“I hope it will help the children to understand that it is a wonderful thing to be alive and to be human and to care.” – James Hubbell
The Tijuana school is an ongoing project that perhaps best exemplifies the artist’s commitment to beauty, community, and nature. The work began with Christine Brady-Kosko, founder of The America’s Foundation, which funds and operates the school. As time and supplies allow, the school continues to grow and benefit both the community and the volunteers who get to work under the guidance of the artist. The school currently services around 300 students, Pre-K through sixth grade, in the Colonia Esperanza neighborhood.
The Colonia was hardly more than a shanty town outside Tijuana when Christine Brady first visited Colonia Esperanza. Though its inhabitants number over 2,000, there were no public utilities available for the poor families who resided there. No running water, no electricity, and no childcare. Often the children were left alone to wander the streets while their parents sought work. It was after seeing this level of destitution and hardship, that Christine Brady-Kosko was inspired to form The Americas Foundation and began construction of a school in the area. For this she sought the help of artist James Hubbell in an attempt to call attention to her school and to education. What resulted was a place that brought beauty and inspiration to the children’s lives.

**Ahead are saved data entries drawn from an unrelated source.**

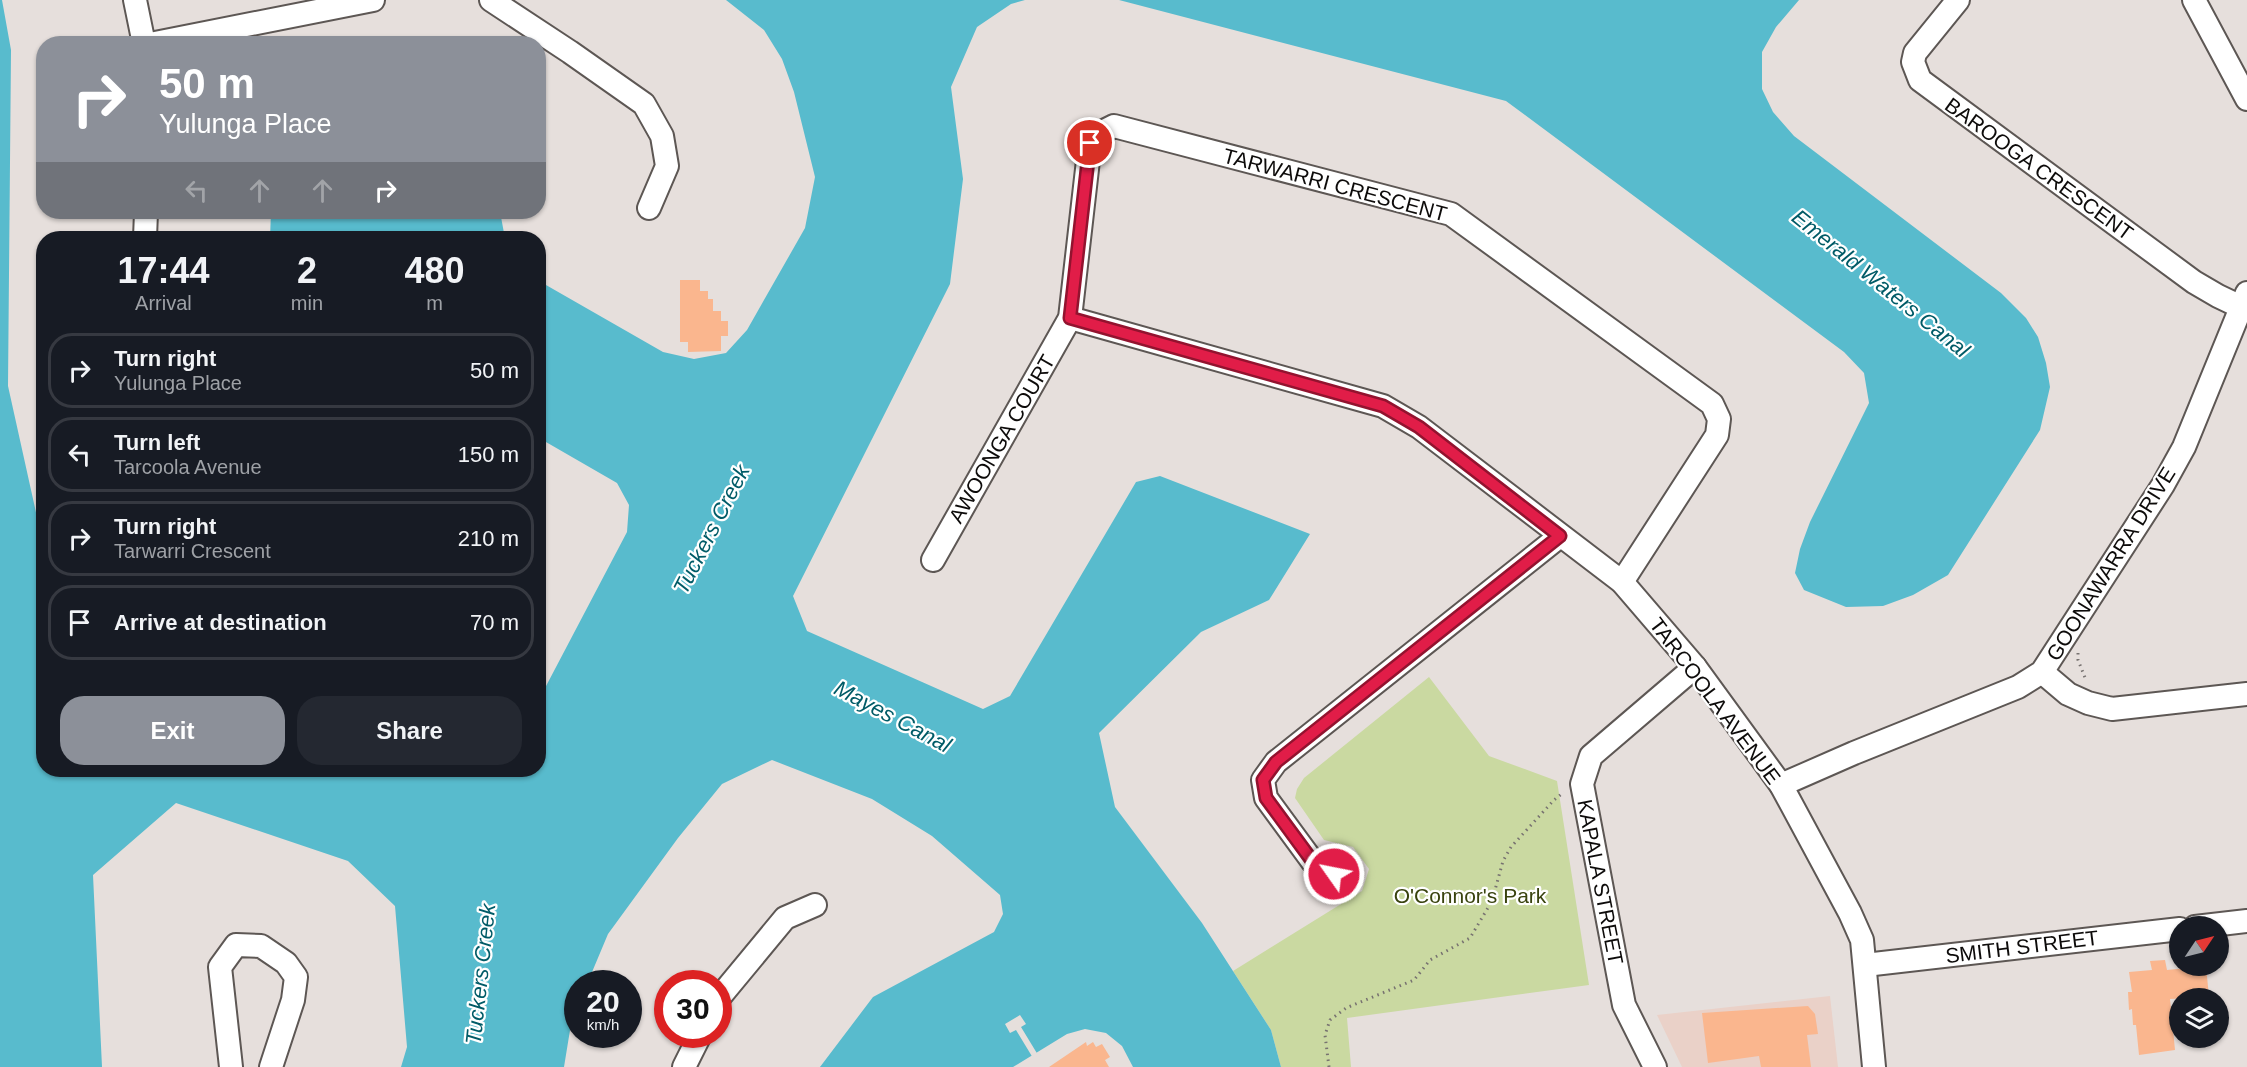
<!DOCTYPE html>
<html lang="en">
<head>
<meta charset="utf-8">
<style>
  body { margin:0; font-family:Helvetica,sans-serif; background:#242831; color:#f1f3f6; height:100vh; display:flex; flex-direction:column; font-size:22px; white-space:nowrap }
  * { box-sizing:border-box; margin:0 }
  p { font-size:20px; color:#9ea1a6 }
  .icon { flex:none; width:33px; height:33px; fill:none; stroke:currentColor; stroke-width:2; stroke-linecap:round; stroke-linejoin:round }
  .map { position:relative; flex:1; overflow:hidden }
  .drawer { position:absolute; left:36px; top:231px; width:510px; height:546px; display:flex; flex-direction:column; background:#171b24; border-radius:24px; box-shadow:0 2px 4px #0004 }
  .drawer>* { flex:none }
  .banner { position:absolute; left:36px; top:36px; width:510px; height:183px; border-radius:24px; box-shadow:0 2px 4px #0004; background:#8c9099; color:#fff; overflow:hidden }
  .needle { width:39px; rotate:55deg }
  .tools { position:absolute; left:2169px; top:916px; display:grid; gap:12px }
  .tools a { display:grid; place-items:center; width:60px; height:60px; border-radius:50%; background:#171b24; box-shadow:0 2px 4px #0004; font-size:30px }
  .speed { position:absolute; left:564px; top:970px; display:flex; gap:12px; font-size:30px; font-weight:700; text-align:center }
  .speed>* { display:grid; place-content:center; width:78px; height:78px; border-radius:50%; background:#171b24; box-shadow:0 2px 4px #0004; line-height:1 }
  .speed small { font-size:15px; font-weight:400 }
  .speed .limit { border:9px solid #d22; background:#fff; color:#111 }
  .pin { position:absolute; display:grid; place-items:center; width:51px; height:51px; color:#fff; margin:-26px; border:3px solid #fff; border-radius:50%; box-shadow:0 2px 6px #0007 }
  .me { position:absolute; width:66px; margin:-33px; rotate:303deg; stroke-linejoin:round; filter:drop-shadow(0 0 4px #0008) }
  .turn { display:flex; align-items:center; gap:21px; height:126px; padding:0 24px; font-size:27px }
  .turn .icon { width:78px; height:78px; stroke-width:2.5 }
  .turn b { display:block; font-size:42px; line-height:51px }
  .lanes { display:flex; align-items:center; height:57px; padding:0 24px; background:#0003; justify-content:center; gap:30px; direction:ltr }
  .lanes .off { opacity:.35 }
  .eta { display:flex; justify-content:space-evenly; align-items:center; height:102px; text-align:center }
  .eta b { font-size:36px; font-weight:700; line-height:42px }
  .cta { display:flex; gap:12px; margin-top:auto; padding:12px 24px }
  .cta a { flex:1; height:69px; border-radius:24px; background:#8c9099; color:#fff; font-size:24px; font-weight:700; line-height:69px; text-align:center }
  .cta a+a { background:#242831; color:#f1f3f6 }
  ul { padding:0; list-style:none }
  li { display:flex; align-items:center; gap:18px; height:75px; margin:0 12px 9px; padding:0 12px; border:3px solid #363941; border-radius:24px }
  li div { flex:1 }
  li b { display:block; font-size:22px }
  li em { font-style:normal }
  .map>svg:first-child { display:block }
</style>
</head>
<body>
<div class="map">
<svg width="2247" height="1067" viewBox="0 0 2247 1067">
  <rect width="100%" height="100%" fill="#e6dfdc"/>
  <polygon fill="#ead1c8" points="1830,996 1838,1067 1682,1067 1657,1015"/>
  <polygon fill="#cad9a1" points="1429,677 1489,756 1557,781 1589,985 1347,1018 1351,1067 1281,1067 1271,1030 1233,971 1362,891 1369,869 1353,847 1324,840 1295,798 1297,789 1304,778"/>
  <g fill="#58bbcd">
    <polygon points="0,0 2,0 11,50 8,386 41,535 43,536 44,770 538,770 539,692 545,688 627,532 629,505 617,483 539,438 539,281 663,352 694,359 726,353 747,330 805,228 815,177 794,92 782,59 764,30 726,0 1025,0 1011,4 977,27 951,87 963,179 950,284 793,596 807,631 983,709 1010,696 1136,482 1160,476 1310,534 1269,600 1201,632 1099,733 1115,807 1202,923 1271,1030 1281,1067 1133,1067 1122,1046 1106,1033 1085,1029 1067,1034 1013,1067 820,1067 873,997 994,932 1003,914 1000,895 932,836 872,799 772,760 722,784 678,838 608,934 587,984 578,984 577,1007 571,1024 564,1067 401,1067 407,1047 395,906 348,861 176,803 93,875 102,1067 0,1067"/>
    <polygon points="1119,0 1799,0 1776,27 1762,52 1762,89 1773,112 1794,136 2001,293 2026,318 2038,337 2046,363 2050,387 2040,430 1948,575 1913,595 1883,606 1846,607 1804,590 1795,573 1800,549 1810,522 1869,403 1864,373 1844,352 1506,101"/>
    <polygon points="271,212 500,212 505,238 270,238"/>
  </g>
  <polygon fill="#e6dfdc" points="1020,1015 1026,1024 1021,1027 1038,1055 1033,1058 1016,1030 1010,1033 1005,1024"/>
  <g fill="#fab68e">
    <polygon points="680,280 700,280 700,291 708,291 708,299 713,299 713,311 721,311 721,321 728,321 728,336 721,336 721,351 688,352 688,342 680,342"/>
    <polygon points="2165,960 2167,970 2206,966 2209,997 2170,999 2175,1050 2139,1055 2136,1025 2133,1025 2132,1009 2129,1010 2128,992 2132,992 2129,972 2152,970 2150,961"/>
    <polygon points="1808,1006 1815,1014 1818,1034 1807,1035 1811,1067 1761,1067 1759,1056 1708,1063 1702,1013"/>
    <polygon points="1086,1042 1087,1046 1093,1042 1096,1047 1102,1044 1110,1057 1105,1060 1109,1067 1049,1067"/>
  </g>
  <g fill="none" stroke-linecap="round" stroke-linejoin="round">
    <defs>
      <g id="minor">
        <polyline points="135,0 144,44"/>
        <polyline points="491,0 570,52 644,104 662,136 667,166 649,208"/>
        <polyline points="1958,0 1915,53 1913,62 1920,80 2194,282 2218,296 2241,307"/>
        <polyline points="2194,0 2247,99"/>
        <polyline points="150,44 373,0"/>
        <polyline points="145,238 146,212"/>
        <polyline points="1070,318 1383,406 1419,427 1622,582 1695,667 1781,785 1850,913 1862,940 1874,1067"/>
        <polyline points="933,560 1070,318 1090,143 1100,133 1114,126 1451,214 1712,404 1719,419 1717,435 1622,582"/>
        <polyline points="2042,672 2068,694 2088,703 2112,709 2247,694"/>
        <polyline points="1781,785 1854,753 2018,687 2042,672 2163,485 2184,447 2247,293"/>
        <polyline points="1334,874 1313,862 1266,798 1263,780 1276,762 1560,536"/>
        <polyline points="2195,927 2247,921"/>
        <polyline points="1865,965 2180,929"/>
        <polyline points="718,999 785,918 815,905"/>
        <polyline points="231,1067 220,967 236,945 261,946 286,963 296,977 293,1000 271,1067"/>
        <polyline points="684,1067 700,1035"/>
        <polyline points="1655,1067 1624,1005 1582,784 1591,756 1695,667"/>
      </g>
    </defs>
    <use href="#minor" stroke="#5d5754" stroke-width="26"/>
    <g stroke="#777270" stroke-width="3" stroke-dasharray="1.5 4.5" stroke-linecap="butt">
      <polyline points="2078,653 2078,660 2086,680"/>
      <polyline points="1329,1067 1325,1035 1330,1020 1346,1008 1414,980 1430,960 1470,938 1492,901 1503,861 1511,847 1554,800 1564,792"/>
    </g>
    <use href="#minor" stroke="#fff" stroke-width="22"/>
  </g>
  <g fill="none" stroke-linecap="round" stroke-linejoin="round">
    <defs>
      <polyline id="route" points="1090,143 1070,318 1383,406 1419,427 1560,536 1276,762 1263,780 1266,798 1313,862 1334,874"/>
    </defs>
    <use href="#route" stroke="#92132f" stroke-width="15"/>
    <use href="#route" stroke="#e11d48" stroke-width="10"/>
  </g>
  <g text-anchor="middle" stroke-width="4.5" stroke-linejoin="round" paint-order="stroke">
    <g font-size="21" fill="#0d0b0a" stroke="#fff">
      <text transform="translate(2039 169) rotate(36)" y="7">BAROOGA CRESCENT</text>
      <text transform="translate(1335 185) rotate(15)" y="7">TARWARRI CRESCENT</text>
      <text transform="translate(1002 439) rotate(-60)" y="7">AWOONGA COURT</text>
      <text transform="translate(2111 564) rotate(-58)" y="7">GOONAWARRA DRIVE</text>
      <text transform="translate(1715 701) rotate(53)" y="7">TARCOOLA AVENUE</text>
      <text transform="translate(1600 882) rotate(79)" y="7">KAPALA STREET</text>
      <text transform="translate(2022 947) rotate(-7)" y="7">SMITH STREET</text>
    </g>
    <g font-size="21" fill="#39430e" stroke="#fff">
      <text x="1470" y="903">O'Connor's Park</text>
    </g>
    <g font-size="22" font-style="italic" fill="#005b67" stroke="#fff">
      <text transform="translate(1881 283) rotate(39)" y="8">Emerald Waters Canal</text>
      <text transform="translate(711 529) rotate(-63)" y="8">Tuckers Creek</text>
      <text transform="translate(893 716) rotate(28)" y="8">Mayes Canal</text>
      <text transform="translate(480 974) rotate(-84)" y="8">Tuckers Creek</text>
    </g>
  </g>
</svg>
<div class="tools">
<a><svg class="needle" viewBox="-14 -14 28 28"><path d="M0-13l5 13h-10z" fill="#e53935"/><path d="M0 13l5-13h-10z" fill="#9ea1a6"/></svg></a>
<a><svg class="icon" aria-label="layers" viewBox="0 0 24 24"><path d="M12 4l9 5-9 5-9-5zM3 14l9 5 9-5"/></svg></a>
</div>
<div class="speed"><div>20<small>km/h</small></div><div class="limit">30</div></div>
<div class="pin" style="left:1090px;top:143px;background:#d93025"><svg class="icon" aria-label="arrive" viewBox="0 0 24 24"><path d="M6 21V4h12l-3 4 3 4H6"/></svg></div>
<svg class="me" style="left:1334px;top:874px" viewBox="-20 -20 40 40"><circle r="17" fill="#e11d48" stroke="#fff" stroke-width="3"/><path d="M0-11L8 9 0 5-8 9z" fill="#fff"/></svg>
<div class="banner">
<div class="turn"><svg class="icon" aria-label="right" viewBox="0 0 24 24"><path d="M7 20v-9h11M14 6l5 5-5 5"/></svg><div><b>50 m</b>Yulunga Place</div></div>
<div class="lanes"><svg class="icon off" aria-label="left" viewBox="0 0 24 24"><path d="M17 20v-9H6M10 6l-5 5 5 5"/></svg><svg class="icon off" aria-label="ahead" viewBox="0 0 24 24"><path d="M12 20V5M6 11l6-6 6 6"/></svg><svg class="icon off" aria-label="ahead" viewBox="0 0 24 24"><path d="M12 20V5M6 11l6-6 6 6"/></svg><svg class="icon" aria-label="right" viewBox="0 0 24 24"><path d="M7 20v-9h11M14 6l5 5-5 5"/></svg></div>
</div>
<section class="drawer">
<div class="eta">
<div><b>17:44</b><p>Arrival</p></div>
<div><b>2</b><p>min</p></div>
<div><b>480</b><p>m</p></div>
</div>
<ul>
<li><svg class="icon" aria-label="right" viewBox="0 0 24 24"><path d="M7 20v-9h11M14 6l5 5-5 5"/></svg><div><b>Turn right</b><p>Yulunga Place</p></div><em>50 m</em></li>
<li><svg class="icon" aria-label="left" viewBox="0 0 24 24"><path d="M17 20v-9H6M10 6l-5 5 5 5"/></svg><div><b>Turn left</b><p>Tarcoola Avenue</p></div><em>150 m</em></li>
<li><svg class="icon" aria-label="right" viewBox="0 0 24 24"><path d="M7 20v-9h11M14 6l5 5-5 5"/></svg><div><b>Turn right</b><p>Tarwarri Crescent</p></div><em>210 m</em></li>
<li><svg class="icon" aria-label="arrive" viewBox="0 0 24 24"><path d="M6 21V4h12l-3 4 3 4H6"/></svg><div><b>Arrive at destination</b></div><em>70 m</em></li>
</ul>
<div class="cta"><a>Exit</a><a>Share</a></div>
</section>
</div>
</body>
</html>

The first building was named Jardin de Ninos La Esperanza which translates to The Children’s Garden of Hope and began in 1987. Within its heavily mosaic-ed walls are three classrooms, a health clinic, and a courtyard complete with fountain. Children Pre-K through first grade attend the school. As per the artist’s usual construction method, parents and other volunteers helped to erect the flowing structure. They were invested in the building not only as a vision of hope for their children’s future and education, but as a point of pride for themselves and their community. Architecture by the soul, and for the soul.
In 1990, a second school was begun, known simply as Colegio Esperanza (The School of Hope). Its three classrooms, computer lab, office, dance studio, and courtyard rest atop a hill overlooking Tijuana and San Diego. Students second through sixth grade not only receive an education here, but also learn ballet, put on performances, and revel in the mosaic art that adorns the walls of the building. Additionally there is a garden that provides food, shade, and ecological education for parents and children.
Nature and beauty are at the heart of each design, and the Tijuana schools are no exception. What makes this noteworthy compared to the countless other works designed by the artist, is that it so perfectly captures the philosophy of the work. That we live in a beautiful world, and are lucky to be able to explore, and grow, and enjoy it; that each of us are worthy of such beauty, and love; and most importantly, that we accomplish so much more as a community than we can alone.